* DATA SEGMENT *
=== Section Start ===

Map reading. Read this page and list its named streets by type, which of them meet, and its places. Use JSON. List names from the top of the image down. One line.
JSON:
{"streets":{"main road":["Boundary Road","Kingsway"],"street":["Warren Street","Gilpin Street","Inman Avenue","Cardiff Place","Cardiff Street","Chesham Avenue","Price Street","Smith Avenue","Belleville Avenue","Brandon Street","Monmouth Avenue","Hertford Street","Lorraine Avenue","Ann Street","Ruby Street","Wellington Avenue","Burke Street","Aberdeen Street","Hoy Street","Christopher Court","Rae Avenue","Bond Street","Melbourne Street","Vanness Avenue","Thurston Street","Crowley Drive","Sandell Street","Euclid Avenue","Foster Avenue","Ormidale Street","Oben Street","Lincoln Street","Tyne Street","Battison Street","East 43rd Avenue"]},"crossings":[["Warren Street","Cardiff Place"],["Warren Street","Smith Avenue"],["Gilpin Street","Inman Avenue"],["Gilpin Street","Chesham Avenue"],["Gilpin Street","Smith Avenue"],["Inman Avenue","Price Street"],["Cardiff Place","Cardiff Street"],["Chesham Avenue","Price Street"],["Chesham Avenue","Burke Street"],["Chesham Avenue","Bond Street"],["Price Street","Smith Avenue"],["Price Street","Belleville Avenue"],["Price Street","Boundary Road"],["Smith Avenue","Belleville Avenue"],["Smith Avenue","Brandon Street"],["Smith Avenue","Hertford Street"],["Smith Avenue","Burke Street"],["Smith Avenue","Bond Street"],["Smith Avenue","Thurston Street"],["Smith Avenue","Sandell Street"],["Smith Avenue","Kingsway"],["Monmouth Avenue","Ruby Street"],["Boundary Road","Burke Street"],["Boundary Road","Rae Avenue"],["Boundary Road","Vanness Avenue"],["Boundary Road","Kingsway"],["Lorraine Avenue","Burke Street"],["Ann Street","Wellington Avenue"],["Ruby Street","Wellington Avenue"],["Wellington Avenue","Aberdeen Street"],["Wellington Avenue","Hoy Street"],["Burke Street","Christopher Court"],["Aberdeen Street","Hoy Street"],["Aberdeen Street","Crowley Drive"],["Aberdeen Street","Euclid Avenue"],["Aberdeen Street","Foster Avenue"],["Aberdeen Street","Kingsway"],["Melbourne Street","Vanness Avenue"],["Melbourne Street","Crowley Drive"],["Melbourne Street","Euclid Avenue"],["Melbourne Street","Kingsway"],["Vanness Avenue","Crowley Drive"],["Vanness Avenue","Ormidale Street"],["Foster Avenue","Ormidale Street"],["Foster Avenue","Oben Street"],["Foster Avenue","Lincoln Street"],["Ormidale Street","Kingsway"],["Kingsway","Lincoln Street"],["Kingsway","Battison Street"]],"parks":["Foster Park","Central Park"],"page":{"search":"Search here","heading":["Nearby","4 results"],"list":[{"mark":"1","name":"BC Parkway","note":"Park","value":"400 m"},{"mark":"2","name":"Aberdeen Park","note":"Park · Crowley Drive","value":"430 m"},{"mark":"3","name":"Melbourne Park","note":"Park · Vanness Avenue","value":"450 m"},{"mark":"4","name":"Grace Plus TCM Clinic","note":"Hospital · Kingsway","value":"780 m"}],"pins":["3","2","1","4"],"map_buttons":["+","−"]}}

=== Section End ===

* TASK DETAILS *
Whatever appears in the data above is to be set down exactly.

* RESPONSE FOR THIS EXERCISE *
Map reading. Read this page and list its named streets by type, which of them meet, and its places. Use JSON. List names from the top of the image down. One line.
JSON:
{"streets":{"main road":["Boundary Road","Kingsway"],"street":["Warren Street","Gilpin Street","Inman Avenue","Cardiff Place","Cardiff Street","Chesham Avenue","Price Street","Smith Avenue","Belleville Avenue","Brandon Street","Monmouth Avenue","Hertford Street","Lorraine Avenue","Ann Street","Ruby Street","Wellington Avenue","Burke Street","Aberdeen Street","Hoy Street","Christopher Court","Rae Avenue","Bond Street","Melbourne Street","Vanness Avenue","Thurston Street","Crowley Drive","Sandell Street","Euclid Avenue","Foster Avenue","Ormidale Street","Oben Street","Lincoln Street","Tyne Street","Battison Street","East 43rd Avenue"]},"crossings":[["Warren Street","Cardiff Place"],["Warren Street","Smith Avenue"],["Gilpin Street","Inman Avenue"],["Gilpin Street","Chesham Avenue"],["Gilpin Street","Smith Avenue"],["Inman Avenue","Price Street"],["Cardiff Place","Cardiff Street"],["Chesham Avenue","Price Street"],["Chesham Avenue","Burke Street"],["Chesham Avenue","Bond Street"],["Price Street","Smith Avenue"],["Price Street","Belleville Avenue"],["Price Street","Boundary Road"],["Smith Avenue","Belleville Avenue"],["Smith Avenue","Brandon Street"],["Smith Avenue","Hertford Street"],["Smith Avenue","Burke Street"],["Smith Avenue","Bond Street"],["Smith Avenue","Thurston Street"],["Smith Avenue","Sandell Street"],["Smith Avenue","Kingsway"],["Monmouth Avenue","Ruby Street"],["Boundary Road","Burke Street"],["Boundary Road","Rae Avenue"],["Boundary Road","Vanness Avenue"],["Boundary Road","Kingsway"],["Lorraine Avenue","Burke Street"],["Ann Street","Wellington Avenue"],["Ruby Street","Wellington Avenue"],["Wellington Avenue","Aberdeen Street"],["Wellington Avenue","Hoy Street"],["Burke Street","Christopher Court"],["Aberdeen Street","Hoy Street"],["Aberdeen Street","Crowley Drive"],["Aberdeen Street","Euclid Avenue"],["Aberdeen Street","Foster Avenue"],["Aberdeen Street","Kingsway"],["Melbourne Street","Vanness Avenue"],["Melbourne Street","Crowley Drive"],["Melbourne Street","Euclid Avenue"],["Melbourne Street","Kingsway"],["Vanness Avenue","Crowley Drive"],["Vanness Avenue","Ormidale Street"],["Foster Avenue","Ormidale Street"],["Foster Avenue","Oben Street"],["Foster Avenue","Lincoln Street"],["Ormidale Street","Kingsway"],["Kingsway","Lincoln Street"],["Kingsway","Battison Street"]],"parks":["Foster Park","Central Park"],"page":{"search":"Search here","heading":["Nearby","4 results"],"list":[{"mark":"1","name":"BC Parkway","note":"Park","value":"400 m"},{"mark":"2","name":"Aberdeen Park","note":"Park · Crowley Drive","value":"430 m"},{"mark":"3","name":"Melbourne Park","note":"Park · Vanness Avenue","value":"450 m"},{"mark":"4","name":"Grace Plus TCM Clinic","note":"Hospital · Kingsway","value":"780 m"}],"pins":["3","2","1","4"],"map_buttons":["+","−"]}}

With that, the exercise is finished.